It's difficult to articulate how remarkably beautiful this collection of Tom Waits rarities and experiments is. Culled from Waits' archives, Orphans is divvied up between three vague banners: "Brawlers," "Bawlers" and "Bastards." The 56 songs within stem from hazily remembered sessions, one-off projects/collaborations, and Waits' dabbling in film, art and literature.
With 30 new or never-released songs, hardcore fans will recognize some of this material, but creative sequencing and mastering makes this collection a cohesive narrative, with the songs blending together seamlessly.

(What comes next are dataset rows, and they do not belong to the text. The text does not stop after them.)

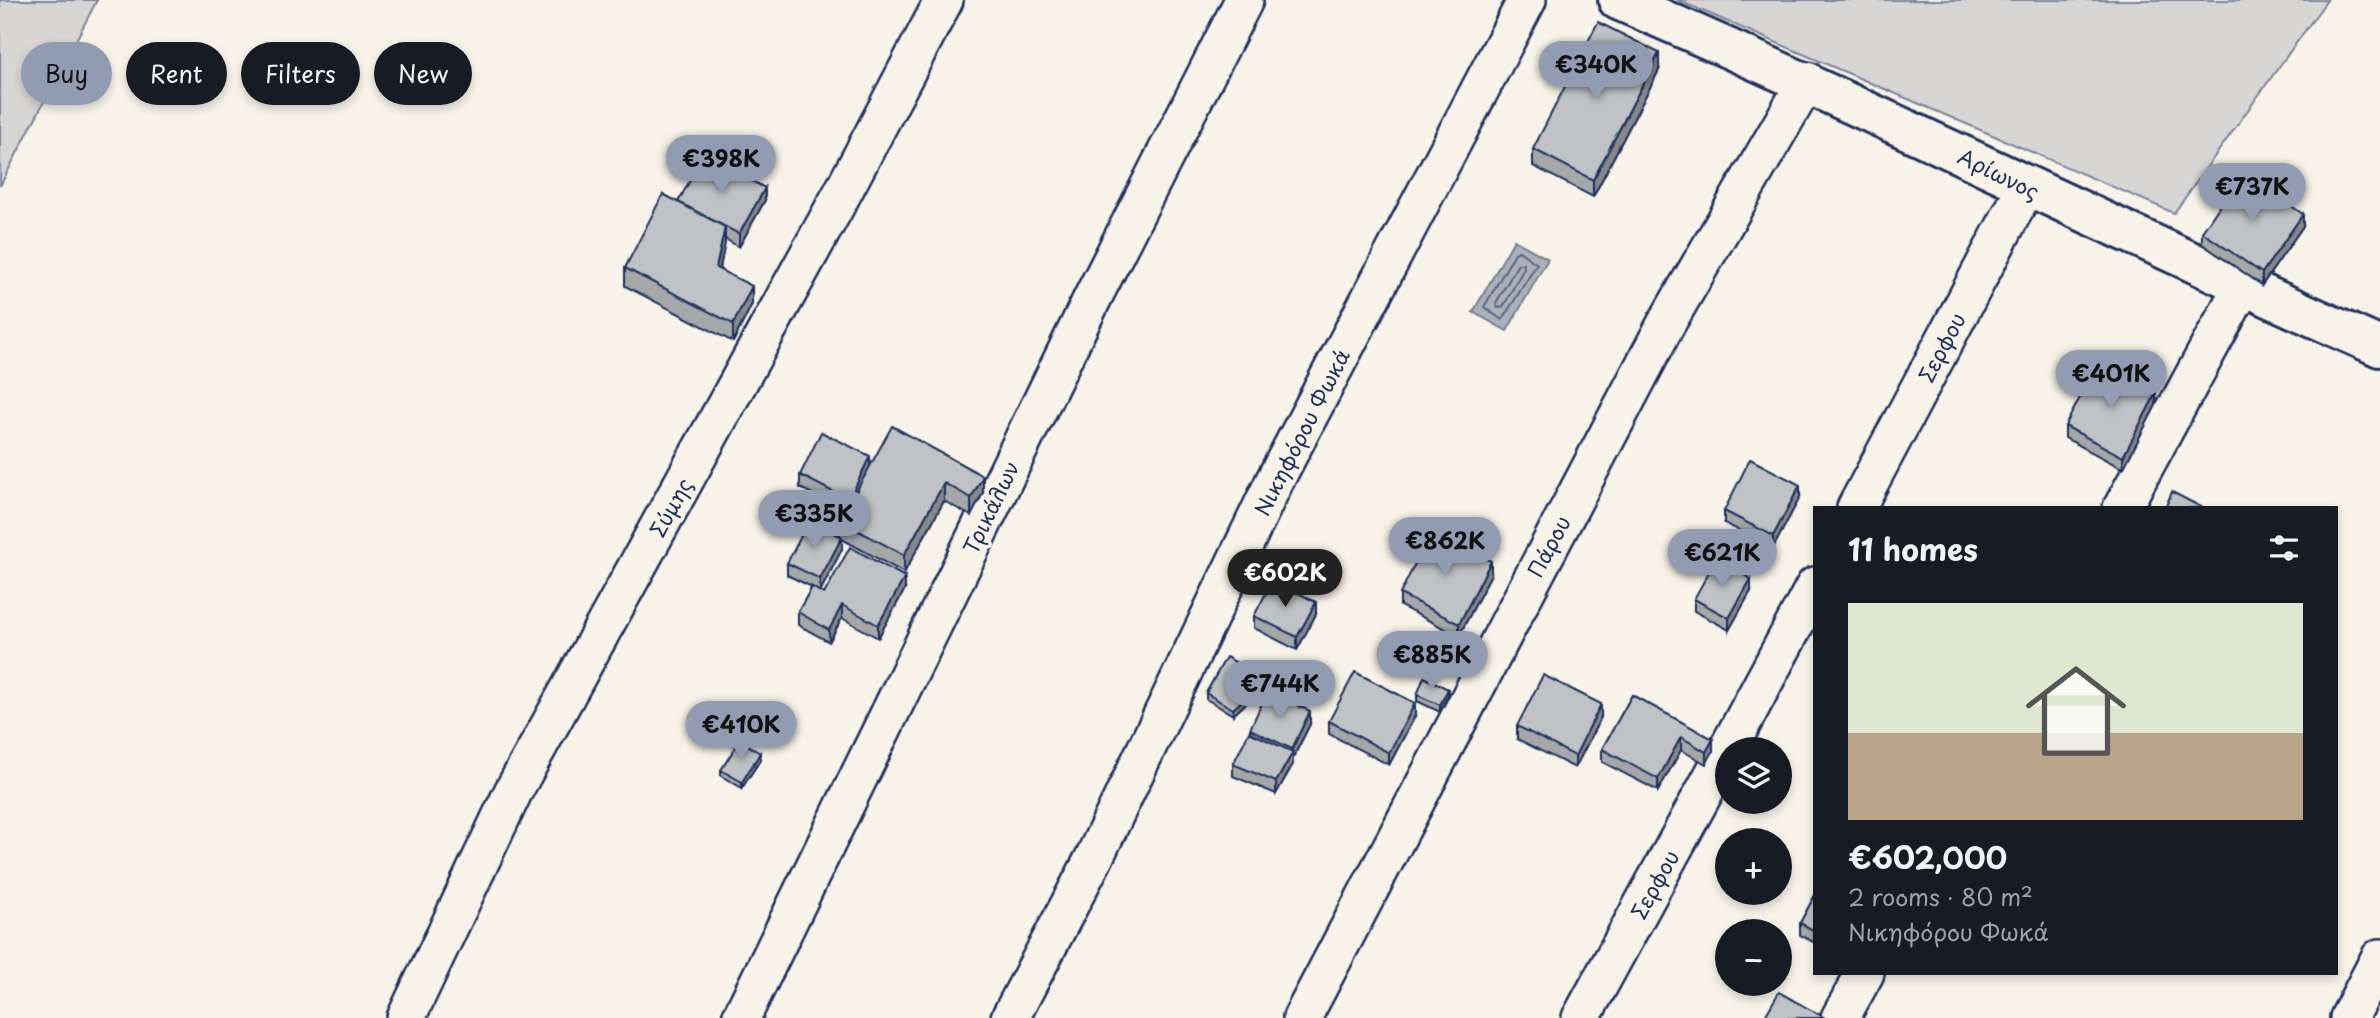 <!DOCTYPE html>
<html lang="en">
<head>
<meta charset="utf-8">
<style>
  :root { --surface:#171b24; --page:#242831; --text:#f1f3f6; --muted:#9ea1a6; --line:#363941; --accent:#919bb2 }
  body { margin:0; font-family:"Playpen Sans",sans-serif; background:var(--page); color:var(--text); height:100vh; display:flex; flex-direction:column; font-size:26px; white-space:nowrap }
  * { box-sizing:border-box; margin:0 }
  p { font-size:23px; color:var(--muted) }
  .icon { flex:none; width:38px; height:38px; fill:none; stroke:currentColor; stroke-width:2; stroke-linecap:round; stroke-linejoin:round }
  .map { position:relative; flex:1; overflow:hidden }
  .drawer { position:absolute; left:1813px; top:506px; width:525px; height:469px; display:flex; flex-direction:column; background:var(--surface); border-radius:0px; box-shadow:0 4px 10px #0003 }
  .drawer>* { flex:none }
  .banner { position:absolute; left:21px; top:42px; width:665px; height:63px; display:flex; gap:14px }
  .tools { position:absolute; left:1715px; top:737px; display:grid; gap:14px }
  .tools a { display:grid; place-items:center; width:77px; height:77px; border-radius:50%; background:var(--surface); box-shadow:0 4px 10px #0003; font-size:35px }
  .price { position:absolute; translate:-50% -60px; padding:0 16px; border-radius:24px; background:var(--accent); color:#111; font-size:23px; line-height:46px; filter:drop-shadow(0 2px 4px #0008) }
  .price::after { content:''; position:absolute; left:50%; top:42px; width:21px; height:16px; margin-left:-10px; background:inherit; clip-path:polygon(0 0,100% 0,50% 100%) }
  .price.current { background:#222; color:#fff }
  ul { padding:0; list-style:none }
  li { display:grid; align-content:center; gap:14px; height:371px; padding:0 35px }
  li+li { border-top:2px solid var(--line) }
  li span { display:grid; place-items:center; height:217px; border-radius:0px; color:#555 }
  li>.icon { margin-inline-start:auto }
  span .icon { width:126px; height:126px; fill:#fffc; stroke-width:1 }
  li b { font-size:30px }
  h2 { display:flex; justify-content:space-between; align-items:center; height:84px; padding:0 35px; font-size:30px }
  .pill { padding:0 24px; border-radius:32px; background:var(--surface); box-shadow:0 4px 10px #0003; font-size:24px; line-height:63px }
  .pill.current { background:var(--accent); color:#111 }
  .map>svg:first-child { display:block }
  .green { fill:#d7d6d4; stroke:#798299; stroke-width:2 }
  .water { fill:#acb0b9; stroke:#727c95; stroke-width:2 }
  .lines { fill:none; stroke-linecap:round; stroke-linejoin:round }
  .shore { stroke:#556382; stroke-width:2 }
  .minor-casing { stroke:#1b2f5e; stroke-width:42 }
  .tertiary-casing { stroke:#1b2f5e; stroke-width:44 }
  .minor { stroke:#f7f3e8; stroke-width:37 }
  .tertiary { stroke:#f7f3e8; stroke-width:38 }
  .wall { fill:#a5a8a9; stroke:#1b2f5e; stroke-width:2 }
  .shaded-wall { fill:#86888a; stroke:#1b2f5e; stroke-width:2 }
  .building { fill:#c0c3c5; stroke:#1b2f5e; stroke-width:2 }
  .labels { text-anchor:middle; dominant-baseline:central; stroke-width:7; stroke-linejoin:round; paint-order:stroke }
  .street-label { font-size:21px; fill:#1b2f5e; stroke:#f7f3e8 }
</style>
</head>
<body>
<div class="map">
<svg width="2380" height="1018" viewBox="0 0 2380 1018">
  <rect width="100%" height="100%" fill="#f7f3e8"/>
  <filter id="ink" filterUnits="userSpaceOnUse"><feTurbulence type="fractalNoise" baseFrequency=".0143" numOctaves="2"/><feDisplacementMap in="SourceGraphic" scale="14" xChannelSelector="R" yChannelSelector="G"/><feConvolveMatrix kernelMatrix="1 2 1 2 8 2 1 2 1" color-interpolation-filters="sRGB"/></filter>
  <g filter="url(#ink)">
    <g class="green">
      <path d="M 0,0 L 97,0 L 0,186 Z"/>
      <path d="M 1677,0 L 2327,0 L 2174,213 Z"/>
    </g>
    <path class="water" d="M 1514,240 L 1548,259 L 1507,331 L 1473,312 Z"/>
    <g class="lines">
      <g class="shore">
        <path d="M 1519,251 L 1537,264 L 1502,320 L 1484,307 L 1515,253 Z"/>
        <path d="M 1518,264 L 1523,264 L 1524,268 L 1503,307 L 1498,308 L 1496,303 Z"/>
      </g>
      <g class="minor-casing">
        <g id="minor">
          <path d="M 1856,508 L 2026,187"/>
          <path d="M 2122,508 L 2242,287"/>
          <path d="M 1728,749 L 1815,586"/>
          <path d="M 406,1018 L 513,792 L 843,192 L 944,0"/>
          <path d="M 741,1018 L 1093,297 L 1244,0"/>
          <path d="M 1010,1018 L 1093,860 L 1275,480 L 1527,0"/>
          <path d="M 1302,1018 L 1666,324 L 1807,81"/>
          <path d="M 1581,1018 L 1727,750"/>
          <path d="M 1840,1018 L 1865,973"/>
          <path d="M 2349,1018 L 2380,958"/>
        </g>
      </g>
      <g class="tertiary-casing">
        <path id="tertiary" d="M 1618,0 C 1874,110 2124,234 2380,347"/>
      </g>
      <use href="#minor" class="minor"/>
      <use href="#tertiary" class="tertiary"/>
    </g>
    <g class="wall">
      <path d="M 1659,70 L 1593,197 L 1533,166 L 1533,149 Z"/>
      <path d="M 765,200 L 739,247 L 725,239 L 720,269 L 752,304 L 733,342 L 625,286 L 625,268 L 678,202 Z"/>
      <path d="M 2303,226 L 2262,285 L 2202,244 L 2202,232 Z"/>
      <path d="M 2156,405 L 2123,469 L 2065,438 L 2065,426 Z"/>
      <path d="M 870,465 L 983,493 L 971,516 L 944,501 L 904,573 L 842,539 L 842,549 L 820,591 L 824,594 L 905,589 L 878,638 L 842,618 L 829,642 L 798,625 L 798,612 L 812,587 L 787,575 L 787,563 L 840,536 L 840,521 L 845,510 L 800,488 L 800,475 Z"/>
      <path d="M 1800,497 L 1773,548 L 1724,523 L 1724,511 Z"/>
      <path d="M 1491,574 L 1459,636 L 1400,606 L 1400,594 Z"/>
      <path d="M 1751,591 L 1729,630 L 1694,611 L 1694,599 Z"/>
      <path d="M 1316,614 L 1297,650 L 1254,628 L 1254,616 Z"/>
      <path d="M 1261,682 L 1252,698 L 1233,715 L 1206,699 L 1206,693 Z"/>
      <path d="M 1417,695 L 1448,695 L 1440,712 L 1417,701 Z"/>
      <path d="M 1632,695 L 1713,751 L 1706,764 L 1681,750 L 1658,791 L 1602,762 L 1602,749 Z"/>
      <path d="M 1415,716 L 1389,765 L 1329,734 L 1329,721 Z"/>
      <path d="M 1601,717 L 1575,768 L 1517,739 L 1517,726 Z"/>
      <path d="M 1310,724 L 1293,758 L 1293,764 L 1276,794 L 1233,776 L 1233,764 L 1250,733 L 1250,729 Z"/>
      <path d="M 760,760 L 742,788 L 721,776 L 721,770 Z"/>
      <path d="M 1815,895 L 1815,943 L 1800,935 L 1800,923 Z"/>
    </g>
    <g class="shaded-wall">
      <path d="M 1659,53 L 1659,70 L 1593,197 L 1593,180 Z"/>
      <path d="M 765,188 L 765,200 L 739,247 L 739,234 Z"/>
      <path d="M 2303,214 L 2303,226 L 2262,285 L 2262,273 Z"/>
      <path d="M 725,227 L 725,244 L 716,285 L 716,268 Z"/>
      <path d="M 752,286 L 752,304 L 733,342 L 733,324 Z"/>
      <path d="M 2156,393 L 2156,405 L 2123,469 L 2123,457 Z"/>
      <path d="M 870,456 L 870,468 L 849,512 L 849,500 Z"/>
      <path d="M 983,476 L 983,493 L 971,516 L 971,498 Z"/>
      <path d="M 944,483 L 944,501 L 904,573 L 904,555 Z"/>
      <path d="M 1800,485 L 1800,497 L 1773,548 L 1773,536 Z"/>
      <path d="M 842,537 L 842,549 L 820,592 L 820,579 Z"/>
      <path d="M 1491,561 L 1491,574 L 1459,636 L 1459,624 Z"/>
      <path d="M 905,577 L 905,589 L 878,638 L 878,625 Z"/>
      <path d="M 1751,579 L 1751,591 L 1729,630 L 1729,618 Z"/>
      <path d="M 1316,602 L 1316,614 L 1297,650 L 1297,637 Z"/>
      <path d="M 842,605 L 842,618 L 829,642 L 829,630 Z"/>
      <path d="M 1261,676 L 1261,682 L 1252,698 L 1233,715 L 1233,709 Z"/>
      <path d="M 1448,689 L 1448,695 L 1440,712 L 1440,705 Z"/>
      <path d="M 1415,703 L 1415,716 L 1389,765 L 1389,753 Z"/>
      <path d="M 1601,704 L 1601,717 L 1575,768 L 1575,756 Z"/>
      <path d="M 1310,711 L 1310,724 L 1293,758 L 1293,764 L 1276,794 L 1276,782 L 1292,754 L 1292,749 Z"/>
      <path d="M 1681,737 L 1681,750 L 1658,791 L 1658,779 Z"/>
      <path d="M 1713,739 L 1713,751 L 1706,764 L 1706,752 Z"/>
      <path d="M 760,753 L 760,760 L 742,788 L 742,782 Z"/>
    </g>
    <g class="building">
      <path d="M 1598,22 L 1659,53 L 1593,180 L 1533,149 Z"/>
      <path d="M 704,155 L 765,188 L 739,234 L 678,202 Z"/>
      <path d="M 2242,173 L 2303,214 L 2262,273 L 2202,232 Z"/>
      <path d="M 663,194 L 725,227 L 716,268 L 752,286 L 733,324 L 625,268 Z"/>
      <path d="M 2098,363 L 2156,393 L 2123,457 L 2065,426 Z"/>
      <path d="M 892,426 L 983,476 L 971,498 L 944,483 L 904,555 L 840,521 Z"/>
      <path d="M 821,432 L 870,456 L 849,500 L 800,475 Z"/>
      <path d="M 1750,459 L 1800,485 L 1773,536 L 1724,511 Z"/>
      <path d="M 2172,492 L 2203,508 L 2165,508 Z"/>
      <path d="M 809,521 L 842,537 L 820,579 L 787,563 Z"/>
      <path d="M 1431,531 L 1491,561 L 1459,624 L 1400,594 Z"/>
      <path d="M 850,547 L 905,577 L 878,625 L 842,605 L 829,630 L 798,612 L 812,587 L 824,594 Z"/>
      <path d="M 1716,559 L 1751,579 L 1729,618 L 1694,599 Z"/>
      <path d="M 1273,580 L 1316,602 L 1297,637 L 1254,616 Z"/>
      <path d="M 1226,657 L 1261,676 L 1252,692 L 1233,709 L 1206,693 Z"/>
      <path d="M 1355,672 L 1415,703 L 1389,753 L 1329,721 Z"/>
      <path d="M 1543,675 L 1601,704 L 1575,756 L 1517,726 Z"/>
      <path d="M 1424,677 L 1448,689 L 1440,705 L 1417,695 Z"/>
      <path d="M 1267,692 L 1310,711 L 1292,749 L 1250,729 Z"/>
      <path d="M 1632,695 L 1713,739 L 1706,752 L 1681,737 L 1658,779 L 1602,749 Z"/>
      <path d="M 1249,732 L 1293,752 L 1276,782 L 1233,764 Z"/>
      <path d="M 740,740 L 760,753 L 742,782 L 721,770 Z"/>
      <path d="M 1815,895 L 1815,931 L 1800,923 Z"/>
      <path d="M 1779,992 L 1825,1018 L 1764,1018 Z"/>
    </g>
  </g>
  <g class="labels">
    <g class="street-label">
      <text transform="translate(1999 173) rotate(26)">Αρίωνος</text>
      <text transform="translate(1941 347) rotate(-62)">Σερφου</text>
      <text transform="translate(1301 432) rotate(-63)">Νικηφόρου Φωκά</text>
      <text transform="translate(670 507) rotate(-61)">Σύμης</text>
      <text transform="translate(990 507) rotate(-64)">Τρικάλων</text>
      <text transform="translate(1548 546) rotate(-62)">Πάρου</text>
      <text transform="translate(1654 884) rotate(-61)">Σερφου</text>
    </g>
  </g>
</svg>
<div class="tools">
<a><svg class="icon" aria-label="layers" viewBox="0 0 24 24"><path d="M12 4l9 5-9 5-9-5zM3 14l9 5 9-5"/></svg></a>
<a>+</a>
<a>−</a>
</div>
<b class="price" style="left:1596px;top:101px">€340K</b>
<b class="price" style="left:721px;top:195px">€398K</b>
<b class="price" style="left:2252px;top:223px">€737K</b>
<b class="price" style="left:2111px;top:410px">€401K</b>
<b class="price" style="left:814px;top:550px">€335K</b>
<b class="price" style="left:1445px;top:577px">€862K</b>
<b class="price" style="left:1722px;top:589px">€621K</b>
<b class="price current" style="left:1285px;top:609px">€602K</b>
<b class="price" style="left:1432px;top:691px">€885K</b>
<b class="price" style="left:1280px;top:720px">€744K</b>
<b class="price" style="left:741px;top:761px">€410K</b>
<div class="banner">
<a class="pill current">Buy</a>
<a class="pill">Rent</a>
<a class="pill">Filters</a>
<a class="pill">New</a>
</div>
<section class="drawer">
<h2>11 homes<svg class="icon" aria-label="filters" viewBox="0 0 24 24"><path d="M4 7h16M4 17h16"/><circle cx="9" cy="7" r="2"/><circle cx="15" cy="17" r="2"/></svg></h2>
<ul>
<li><span style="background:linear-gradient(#dfe7d0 60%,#b9a48a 0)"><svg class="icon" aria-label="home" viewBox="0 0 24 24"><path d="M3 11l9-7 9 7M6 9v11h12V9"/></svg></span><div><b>€602,000</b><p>2 rooms · 80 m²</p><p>Νικηφόρου Φωκά</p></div></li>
</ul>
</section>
</div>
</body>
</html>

Subtleties in Waits' style and sound are readily apparent, but there's also a real continuity in his folk-punk approach, thanks largely to one of the most distinctive sounds in popular music. "At the center of this record is my voice," Waits writes in his insightful liner notes.
"With my voice, I can sound like a girl, the boogieman, a Theremin, a cherry bomb, a clown, a doctor, a murderer...
My voice is really my instrument." Somehow, amongst all of the inventive junkyard blues and repair shop stomps, Waits is right his voice rises above it all to captivate and confound with heady lyrics and brilliant turns-of-phrase.
On "Brawlers" tune "Lie To Me," Waits wails like an Elvis impersonator on top of a skewed R B beat.
The most startling song is the epic "Road To Peace," a no-holds-barred analysis of the Israel-Palestine conflict that Waits turns into a melodious news story. "Bawlers" is aptly titled, with Waits reading off romantic tearjerkers like "Long Way Home," the heart-wrenching "World Keeps Turning," a spirited "Goodnight Irene" and the haunting "Down There By The Train." "Bastards" is where things truly get wonderfully weird.
The herky-jerky "What Keeps Mankind Alive" recalls Waits' groundbreaking work on Swordfishtrombones, and it's followed by the nightmarish "Children's Story." Strange episodes like "Army Ants" mingle with stunning lounge lizard tracks such as "Altar Boy," and they all get along wonderfully.
The scope of Orphans captures Waits perfectly.
It's musically innovative, earthy and intellectual, and it has a charismatic charm that begs for repeated listens.